STEAM Night and Computer Science in Virginia

30+ people sitting in chairs facing a projection screen.
Attendees listen to the presenters as they learned about what made Nottoway’s STEAM night successful.

There was a great turn-out at the November SVRTC meeting that included thirty-six members from sixteen SVRTC school divisions (Amelia, Appomattox, Brunswick, Buckingham, Charlotte, Cumberland.

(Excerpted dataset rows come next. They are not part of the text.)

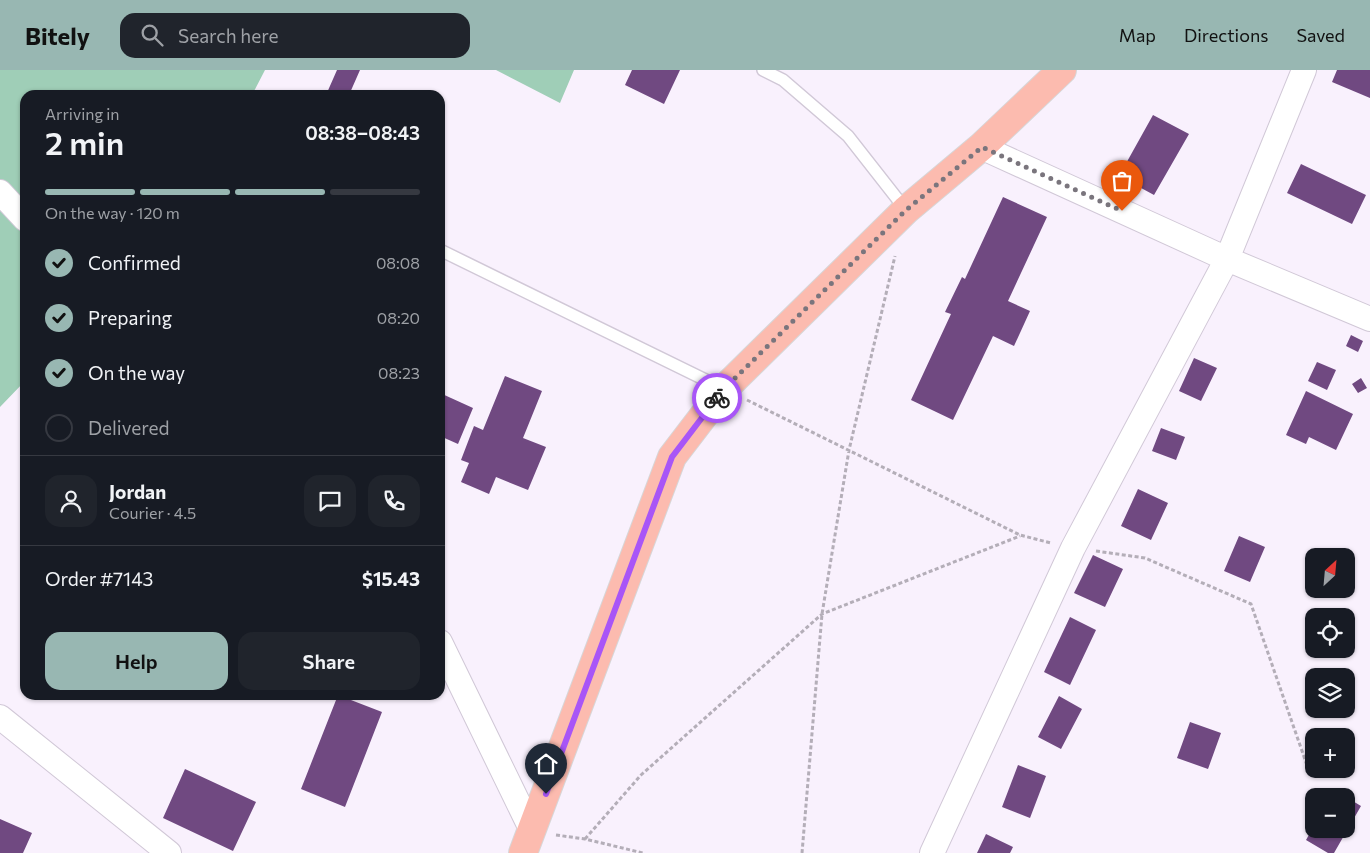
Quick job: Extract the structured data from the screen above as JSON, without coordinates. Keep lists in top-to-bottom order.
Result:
{
  "north": "top right",
  "page": {
    "header": "Bitely",
    "search": "Search here",
    "nav": ["Map", "Directions", "Saved"],
    "heading": ["2 min", "Arriving in", "08:38–08:43"],
    "panel": [
      "Jordan",
      "Courier · 4.5",
      "Order #7143",
      "$15.43"
    ],
    "bar": "On the way · 120 m",
    "list": [
      ["Confirmed", "08:08"],
      ["Preparing", "08:20"],
      ["On the way", "08:23"],
      "Delivered"
    ],
    "map_buttons": ["+", "−"],
    "buttons": ["Help", "Share"]
  }
}
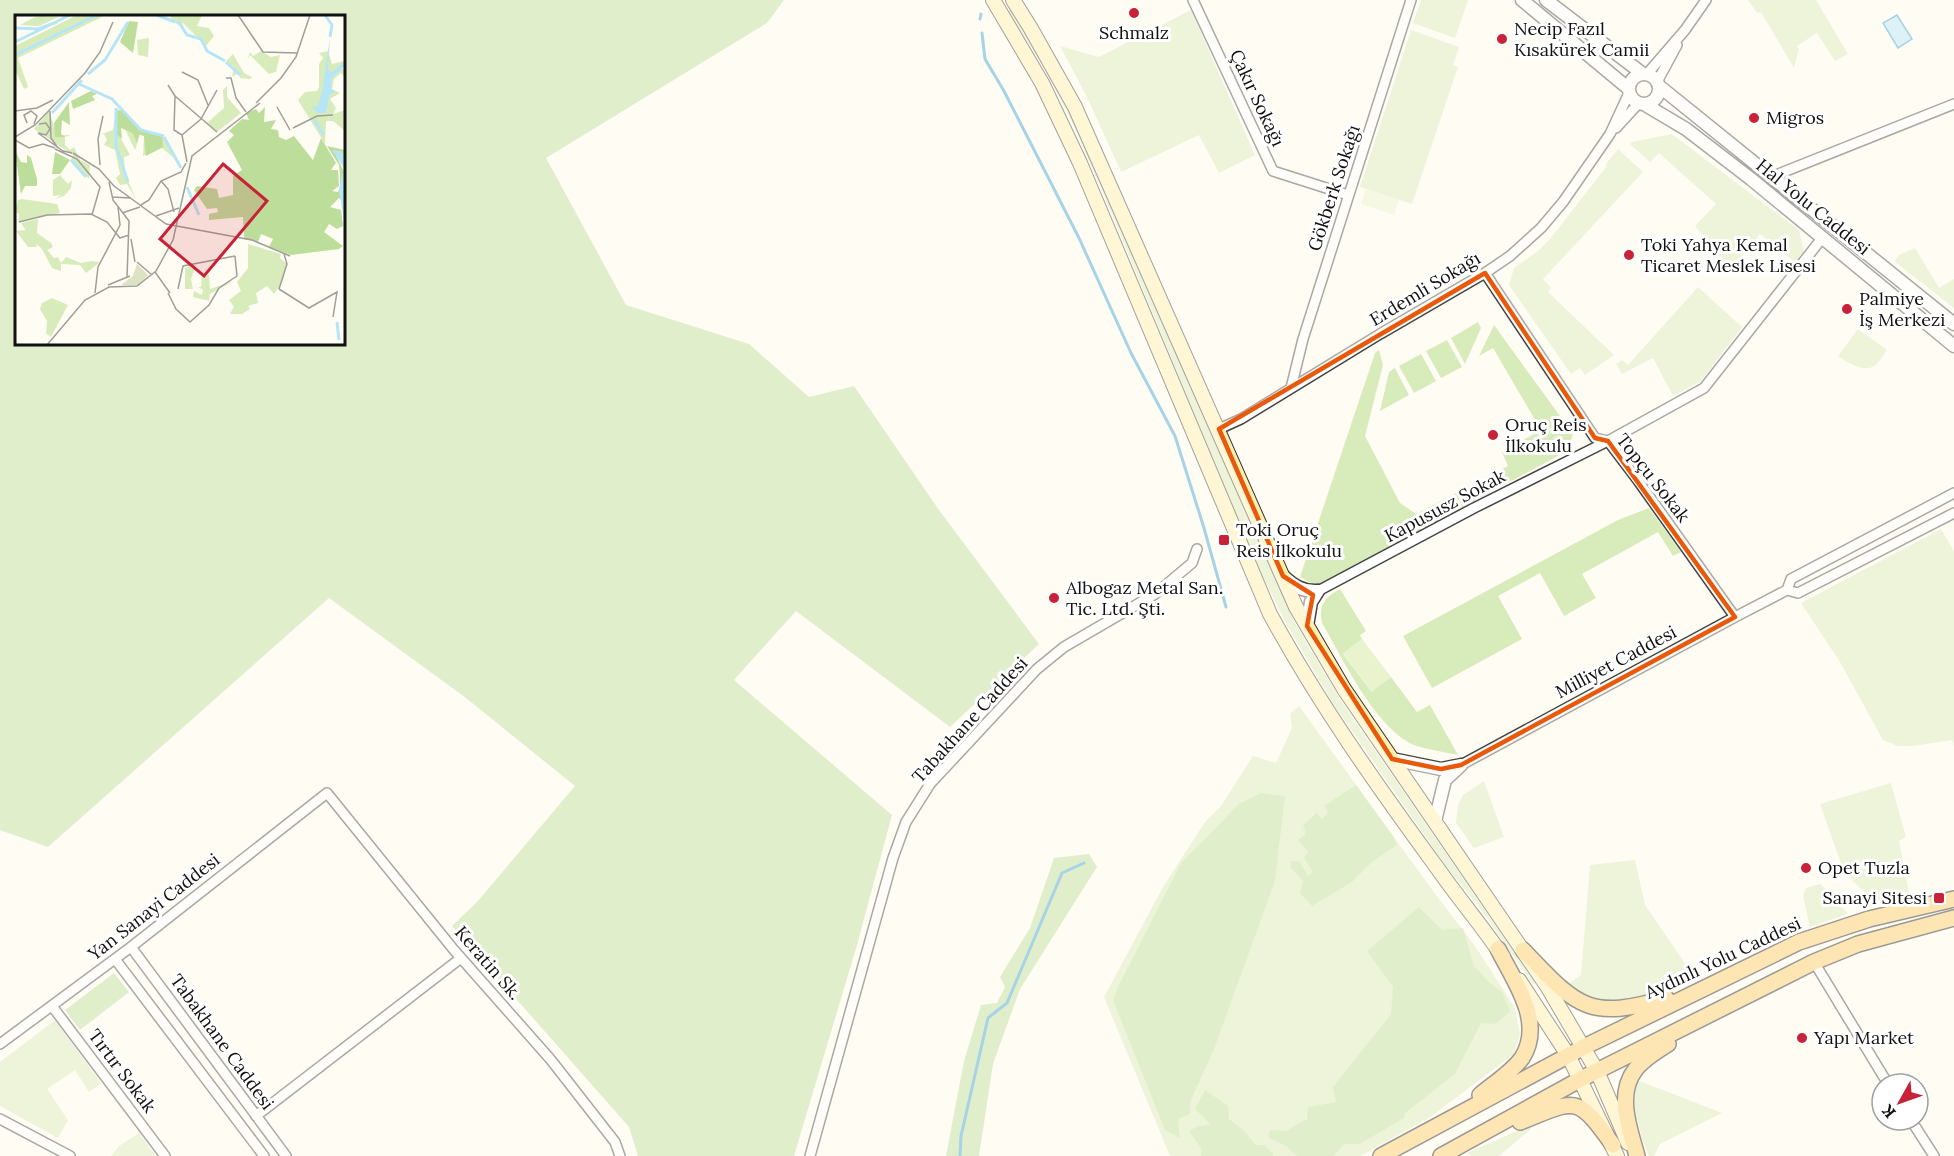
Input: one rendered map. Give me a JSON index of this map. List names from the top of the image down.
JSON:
{
  "streets": {
    "main road": ["Aydınlı Yolu Caddesi"],
    "street": [
      "Çakır Sokağı",
      "Gökberk Sokağı",
      "Hal Yolu Caddesi",
      "Erdemli Sokağı",
      "Topçu Sokak",
      "Kapususz Sokak",
      "Milliyet Caddesi",
      "Tabakhane Caddesi",
      "Yan Sanayi Caddesi",
      "Keratin Sk.",
      "Tırtır Sokak"
    ]
  },
  "crossings": [
    ["Çakır Sokağı", "Gökberk Sokağı"],
    ["Gökberk Sokağı", "Erdemli Sokağı"],
    ["Hal Yolu Caddesi", "Erdemli Sokağı"],
    ["Hal Yolu Caddesi", "Kapususz Sokak"],
    ["Erdemli Sokağı", "Topçu Sokak"],
    ["Topçu Sokak", "Kapususz Sokak"],
    ["Topçu Sokak", "Milliyet Caddesi"],
    ["Tabakhane Caddesi", "Yan Sanayi Caddesi"],
    ["Yan Sanayi Caddesi", "Keratin Sk."],
    ["Yan Sanayi Caddesi", "Tırtır Sokak"]
  ],
  "places": {
    "other": [
      "Schmalz",
      "Necip Fazıl Kısakürek Camii",
      "Migros",
      "Toki Yahya Kemal Ticaret Meslek Lisesi",
      "Palmiye İş Merkezi",
      "Oruç Reis İlkokulu",
      "Albogaz Metal San. Tic. Ltd. Şti.",
      "Opet Tuzla",
      "Yapı Market"
    ],
    "transit": ["Toki Oruç Reis İlkokulu", "Sanayi Sitesi"]
  },
  "north": "bottom left"
}
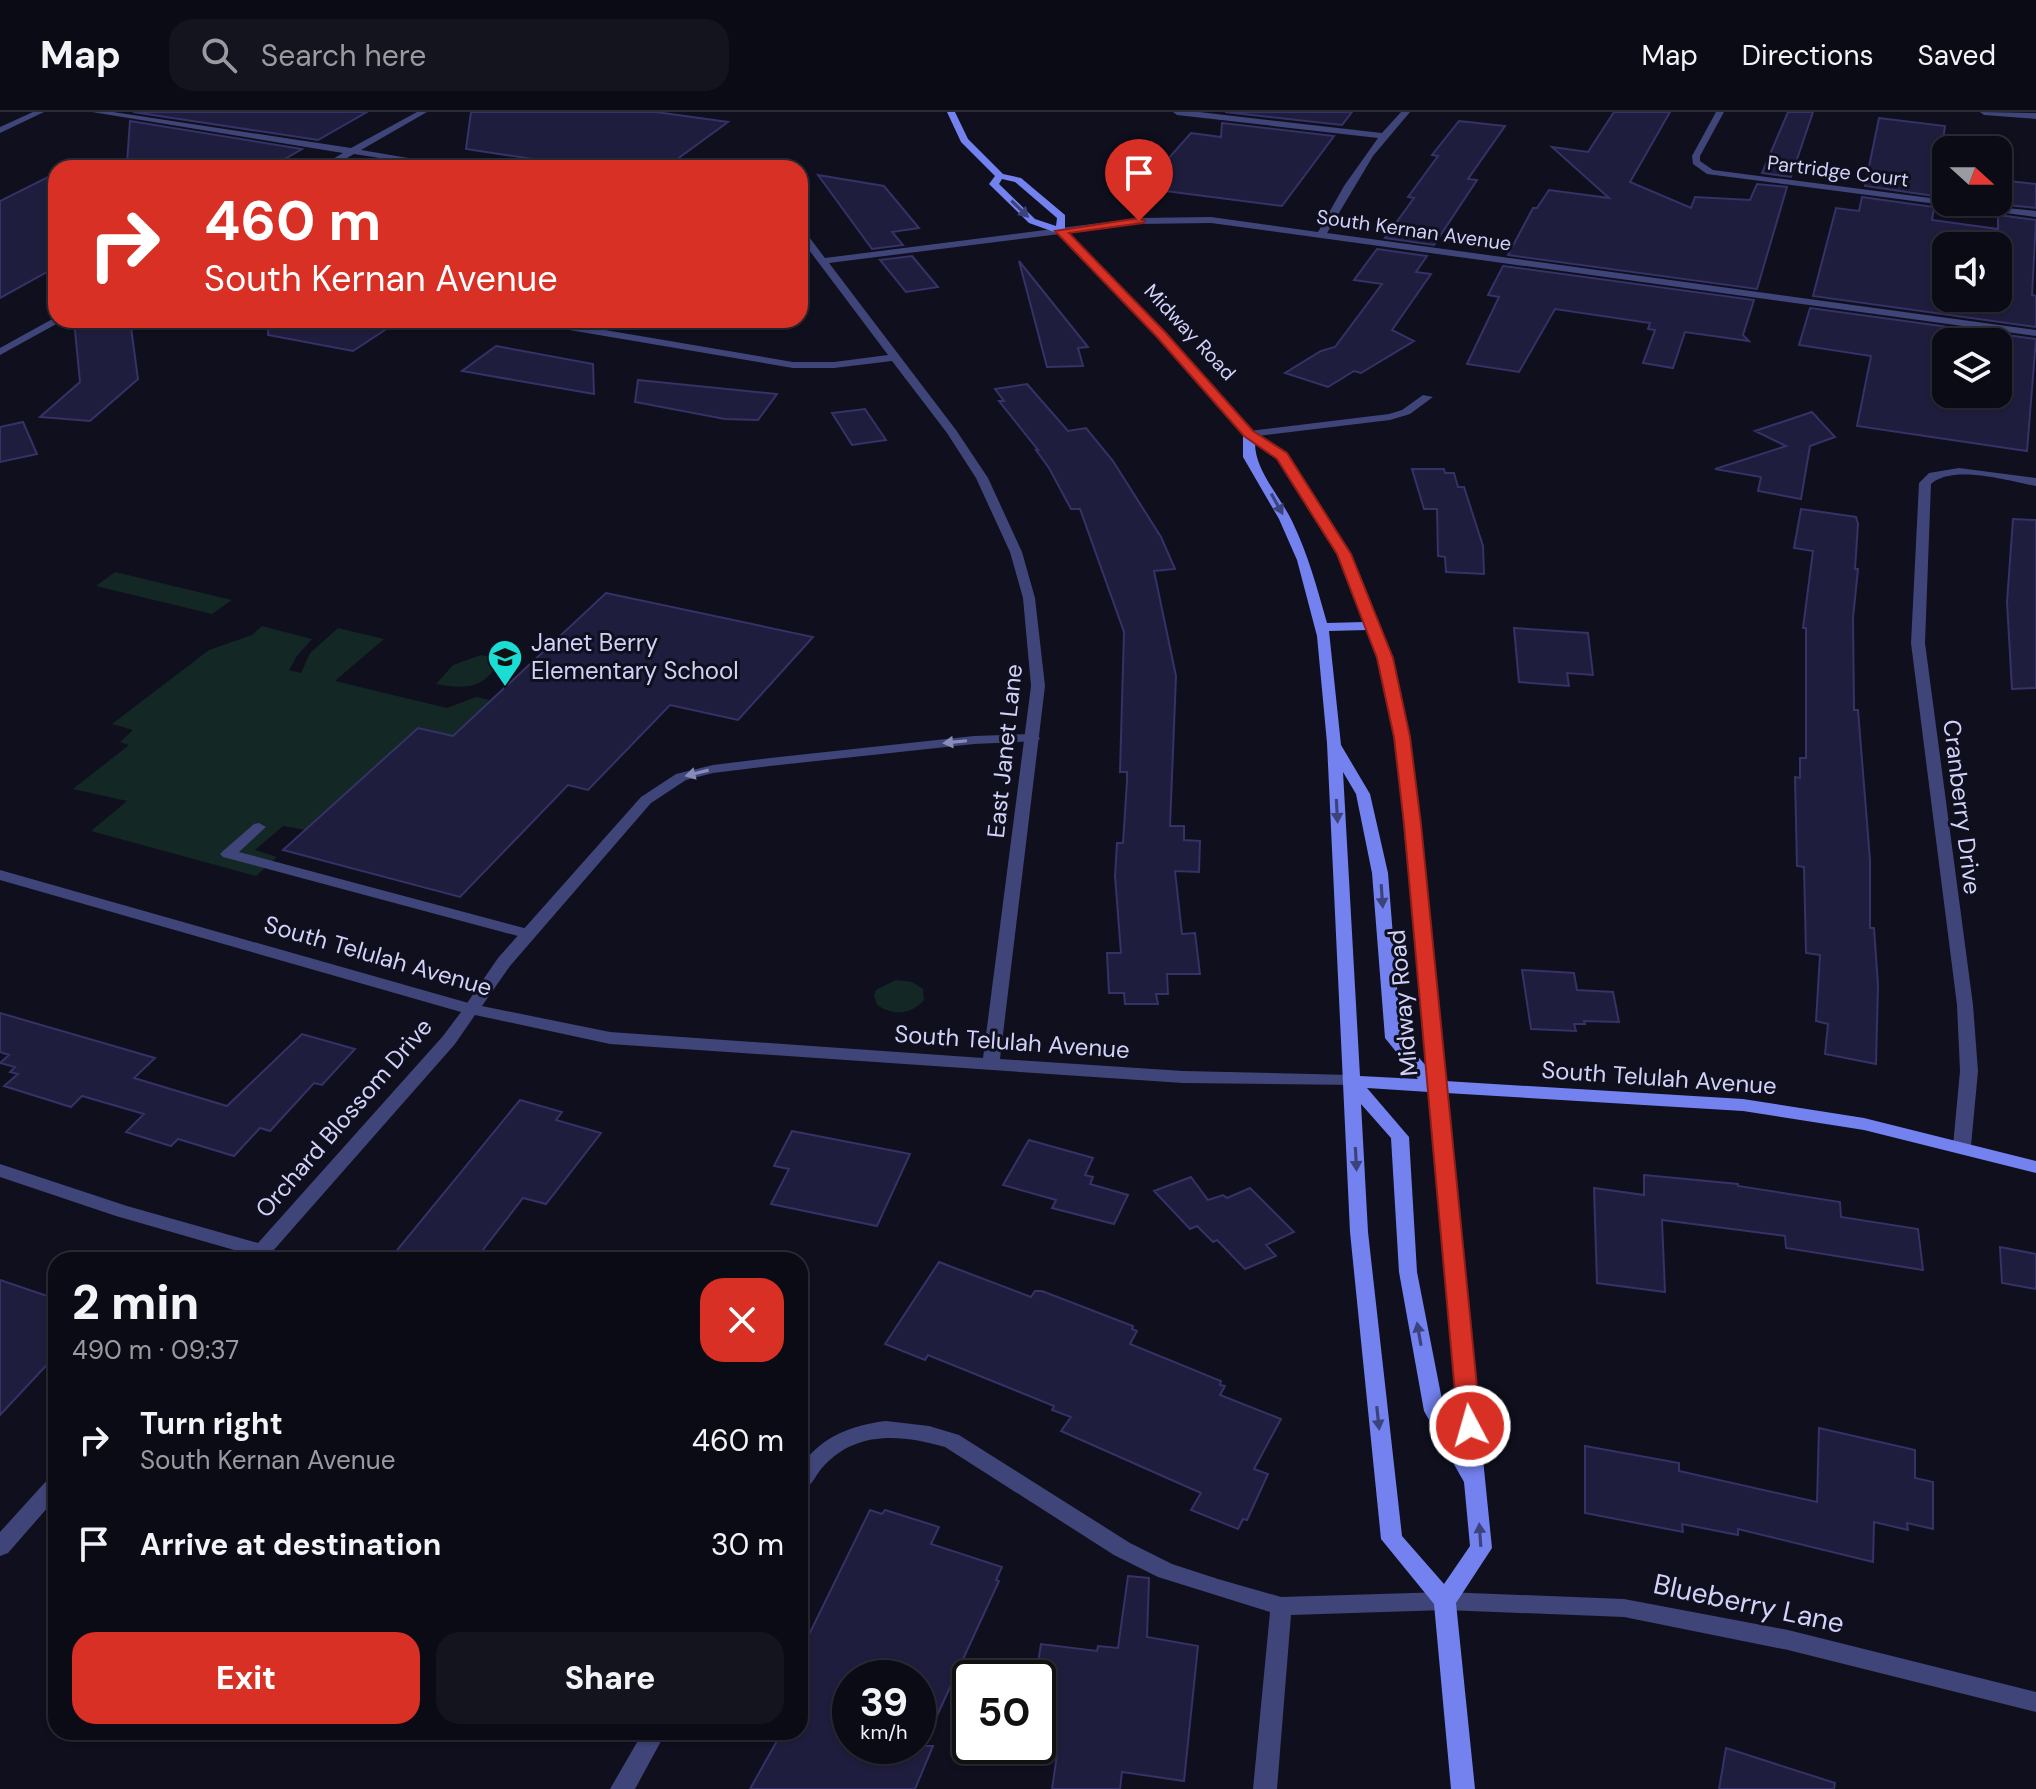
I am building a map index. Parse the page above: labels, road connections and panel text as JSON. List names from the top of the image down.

Danville, Dinwiddie, Franklin City, Greensville, Hopewell, Lunenburg, Mecklenburg, Nottoway, Pittsylvania, and Prince Edward). 

Members learned from Nottoway Public School educators, Annah Bowen and Judy Deichman, as they presented on the planning and implementation of a free STEAM Night event that attracted over 450 students and had an estimated attendance of over 1,000 participants.   Students and their families were able to visit over twenty stations that included drones, virtual reality, a LEGO wall, Bluebots, a Dome Theater, and many others.  They suggested their community outreach and partnerships with local businesses helped make the night a success.

Participants learned and asked questions about Salem County’s efforts to integrated computer science standards, K-12.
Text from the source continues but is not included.